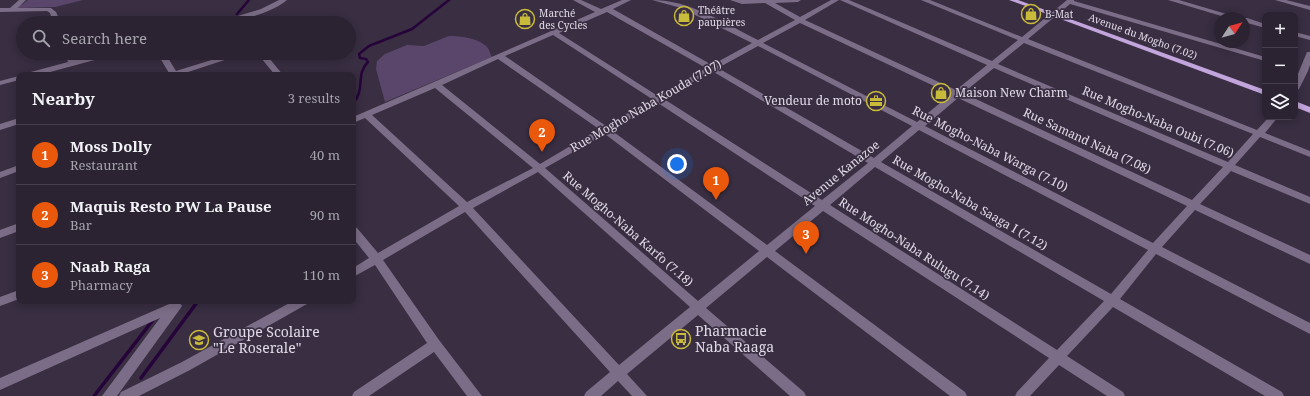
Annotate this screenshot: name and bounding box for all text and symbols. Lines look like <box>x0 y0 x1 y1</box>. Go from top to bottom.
place label: Théâtre paupières <box>698 3 746 29</box>
shop icon: B-Mat <box>1020 3 1042 25</box>
shop icon: Théâtre paupières <box>673 5 695 27</box>
place label: Marché des Cycles <box>539 6 588 32</box>
place label: B-Mat <box>1045 7 1074 21</box>
shop icon: Marché des Cycles <box>514 8 536 30</box>
street label: Avenue du Mogho (7.02) <box>1087 10 1199 62</box>
north arrow <box>1214 12 1250 48</box>
map controls <box>1262 12 1298 120</box>
button: + <box>1262 12 1298 48</box>
search box <box>16 16 356 60</box>
icon: search <box>30 27 52 49</box>
text: Search here <box>62 28 147 48</box>
button: − <box>1262 48 1298 84</box>
street label: Rue Mogho Naba Kouda (7.07) <box>567 55 724 156</box>
shop icon: Maison New Charm <box>930 82 952 104</box>
street label: Rue Mogho-Naba Oubi (7.06) <box>1080 82 1237 161</box>
place label: Maison New Charm <box>955 84 1068 101</box>
button: layers <box>1262 84 1298 120</box>
text: Nearby <box>32 87 95 110</box>
text: 3 results <box>288 89 340 107</box>
office icon: Vendeur de moto <box>865 90 887 112</box>
place label: Vendeur de moto <box>764 92 862 109</box>
street label: Rue Mogho-Naba Warga (7.10) <box>909 102 1071 195</box>
street label: Rue Samand Naba (7.08) <box>1021 103 1154 178</box>
pin: 2 <box>529 119 555 152</box>
text: Moss Dolly <box>70 136 152 156</box>
street label: Avenue Kanazoe <box>798 136 883 209</box>
text: 1 <box>41 146 49 164</box>
text: 40 m <box>310 146 340 164</box>
street label: Rue Mogho-Naba Saaga I (7.12) <box>890 151 1051 254</box>
your location <box>667 154 687 174</box>
text: Restaurant <box>70 156 138 174</box>
street label: Rue Mogho-Naba Karfo (7.18) <box>559 167 697 290</box>
pin: 1 <box>703 167 729 200</box>
street label: Rue Mogho-Naba Rulugu (7.14) <box>836 193 993 304</box>
text: Maquis Resto PW La Pause <box>70 196 272 216</box>
text: 2 <box>41 206 49 224</box>
text: 90 m <box>310 206 340 224</box>
text: Bar <box>70 216 92 234</box>
pin: 3 <box>793 221 819 254</box>
text: Naab Raga <box>70 256 151 276</box>
text: 3 <box>41 266 49 284</box>
text: 110 m <box>303 266 340 284</box>
text: Pharmacy <box>70 276 133 294</box>
place label: Pharmacie Naba Raaga <box>695 321 774 356</box>
place label: Groupe Scolaire "Le Roserale" <box>213 322 320 357</box>
bus stop icon: Pharmacie Naba Raaga <box>670 328 692 350</box>
school or university icon: Groupe Scolaire "Le Roserale" <box>188 329 210 351</box>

——————

Task statement :: Please go through the entries and show every line with the word "moto".

Answer to this task ::
office icon: Vendeur de moto <box>865 90 887 112</box>
place label: Vendeur de moto <box>764 92 862 109</box>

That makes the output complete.